Их становится все больше и больше. Каждый новый сезон раскопок приносит все новые и новые открытия. Все это – источники, позволяющие нам делать выводы о нашей истории, о нашем древнем прошлом. Тем более, что есть эпохи, когда не было письменных источников, ни летописей, ни хроник.
Про народы, жившие на Кавказе в эпоху античности и раннего Средневековья, мы знаем большей частью из археологии. Есть античные – греческие и римские авторы. Но это – такие крохи! Это буквально отдельные фразы, отдельные сообщения, которые много раз цитируются, интерпретируются. Что-то новое получить из них сложно. Археология же позволяет прийти к новым выводам, сделать новые открытия.
– Понятно, что древности, драгоценности и редкости привлекают криминальных элементов. Бывало ли так, что приходилось охранять раскопанные участки?

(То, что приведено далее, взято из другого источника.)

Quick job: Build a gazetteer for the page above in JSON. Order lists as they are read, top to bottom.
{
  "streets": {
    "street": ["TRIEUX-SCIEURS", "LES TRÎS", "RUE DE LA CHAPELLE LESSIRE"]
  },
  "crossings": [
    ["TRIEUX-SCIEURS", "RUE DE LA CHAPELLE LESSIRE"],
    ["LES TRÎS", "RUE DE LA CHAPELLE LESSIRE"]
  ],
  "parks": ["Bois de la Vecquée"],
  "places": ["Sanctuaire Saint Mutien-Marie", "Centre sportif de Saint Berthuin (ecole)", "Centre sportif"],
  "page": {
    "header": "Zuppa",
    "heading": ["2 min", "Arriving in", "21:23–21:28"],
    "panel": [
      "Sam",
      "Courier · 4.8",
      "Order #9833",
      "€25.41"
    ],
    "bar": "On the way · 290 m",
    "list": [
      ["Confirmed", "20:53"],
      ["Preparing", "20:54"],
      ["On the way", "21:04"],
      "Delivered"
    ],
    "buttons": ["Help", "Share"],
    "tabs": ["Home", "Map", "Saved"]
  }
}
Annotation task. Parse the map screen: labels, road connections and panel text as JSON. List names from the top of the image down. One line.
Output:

– Да, конечно. Приходилось ночевать на раскопе, например. Чтобы никто не пришел, не залез. Дело в том, что людей привлекает не то, что в раскопе будет золото или бриллианты, которых там нет, конечно. Они могут просто по глупости залезть, ничего не найти, но все переворошить. Им будет забава, а нам – большая проблема. Даже беда.
Но самая главная проблема – это черные археологи. В России с ними борются, ужесточается ответственность за грабеж древнего наследия. Очень часто люди считают, что это такое хобби – залезть в древнее погребение, выкинуть кости, забрать себе вещи и сказать: "Вот какая у меня хорошая коллекция находок!" И не понимают того, что тем самым уничтожают прошлое своей страны, лишают нас нашей истории. Но им эта история не нужна.

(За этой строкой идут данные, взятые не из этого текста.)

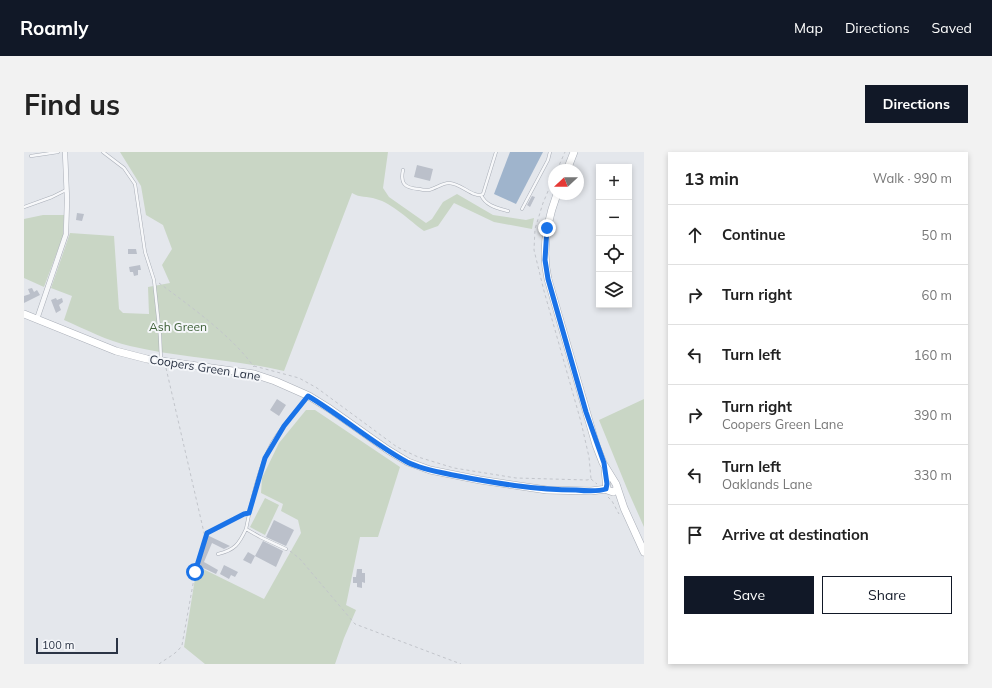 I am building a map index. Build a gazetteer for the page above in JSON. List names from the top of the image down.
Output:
{
  "streets": {
    "street": ["Coopers Green Lane"]
  },
  "parks": ["Ash Green"],
  "scale_bar": "100 m",
  "north": "left",
  "page": {
    "header": "Roamly",
    "nav": ["Map", "Directions", "Saved"],
    "buttons": [
      "Directions",
      ["Save", "Share"]
    ],
    "title": "Find us",
    "heading": ["13 min", "Walk · 990 m"],
    "map_buttons": ["+", "−"],
    "list": [
      ["Continue", "50 m"],
      ["Turn right", "60 m"],
      ["Turn left", "160 m"],
      ["Turn right", "Coopers Green Lane", "390 m"],
      ["Turn left", "Oaklands Lane", "330 m"],
      "Arrive at destination"
    ],
    "scale": "100 m"
  }
} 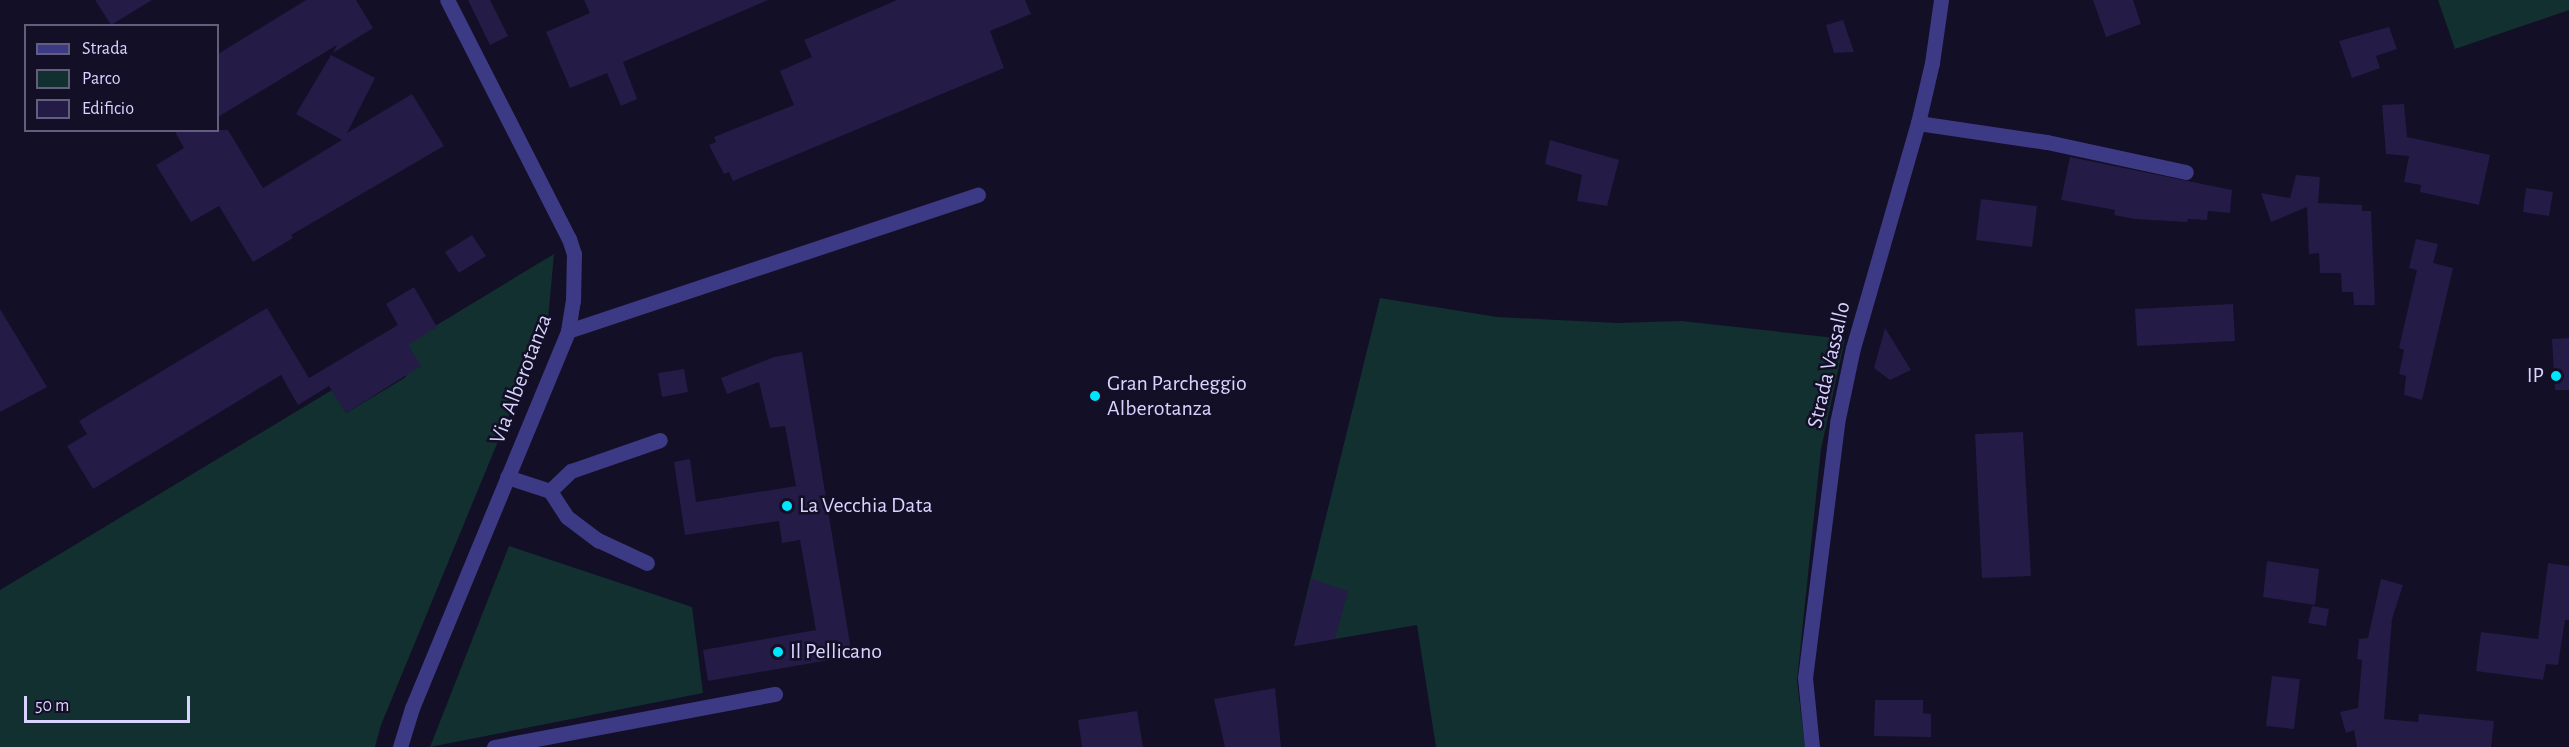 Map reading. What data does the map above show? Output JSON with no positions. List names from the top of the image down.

– Насколько черная археология распространена в Абхазии?
– Черная археология есть везде. И в Подмосковье, и на севере России. В Абхазии, конечно, тоже. Но там с этим злом пытаются бороться. Я знаю, что соответствующие поручения даны Службе государственной безопасности Абхазии.

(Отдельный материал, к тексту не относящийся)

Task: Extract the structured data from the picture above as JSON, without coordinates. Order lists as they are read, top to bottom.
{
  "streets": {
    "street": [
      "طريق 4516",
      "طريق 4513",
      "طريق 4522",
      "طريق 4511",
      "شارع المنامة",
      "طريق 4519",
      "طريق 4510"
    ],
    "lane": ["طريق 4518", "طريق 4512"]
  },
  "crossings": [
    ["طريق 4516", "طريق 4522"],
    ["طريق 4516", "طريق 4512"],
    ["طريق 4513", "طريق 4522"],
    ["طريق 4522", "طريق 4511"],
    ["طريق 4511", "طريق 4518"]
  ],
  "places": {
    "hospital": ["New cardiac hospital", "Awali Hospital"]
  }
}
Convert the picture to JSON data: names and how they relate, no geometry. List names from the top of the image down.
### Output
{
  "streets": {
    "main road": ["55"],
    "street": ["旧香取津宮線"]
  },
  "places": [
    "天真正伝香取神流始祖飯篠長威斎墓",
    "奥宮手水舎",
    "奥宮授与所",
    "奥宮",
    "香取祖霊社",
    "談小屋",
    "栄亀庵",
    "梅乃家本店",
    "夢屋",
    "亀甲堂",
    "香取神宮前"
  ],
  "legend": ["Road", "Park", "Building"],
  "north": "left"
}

Конечно, должна быть помощь местного населения. То есть одним контролем за пассажирами, следующими через границу, ничего не добьешься. Надо, чтобы люди понимали, что этого делать нельзя. И чтобы в случае появления грабителей, мародеров, они бы просто либо сами с ними разбирались, по-своему, либо сообщали бы куда нужно. Чтобы им не было места на этой земле.
В той части Абхазии, которая ближе к российской границе, очень многие яркие памятники были разрушены.
Есть и другая угроза – стройки новых объектов. И если в Сухуме какой-то надзор за застройкой ведется, то в абхазской провинции, в малых городах – не везде. Для этого не хватает сил и финансирования. Например, на окраине города Очамчира находится городище древнего города Гиенос, который упоминали античные авторы. Сейчас оставшийся от него холм завален мусором из-за того, что люди не знают, что это место надо беречь.
– Кстати, про стройки. Вы проводили раскопки в Сочи, когда там строили олимпийские объекты. Не было ли это строительство катастрофой в плане археологии?
– Как ни странно, нет. Были выделены средства, чтобы археологи провели тотальную разведку территории. На каждой поляне закладывался шурф. Была найдена масса объектов. Это и могильники, и поселения, и культовые объекты. Например, руины средневекового храма.
Этот был храм времен Абхазского царства. Образец того, что в истории архитектуры называется абхазо-аланская школа зодчества. То есть, похожие храмы есть в районе Сочи, есть в Абхазии, и есть на территории Карачаево-Черкесии. Строился он, скорее всего, мастерами из Византии, но имел местную специфику. И вот руины такого храма были изучены возле Сочи.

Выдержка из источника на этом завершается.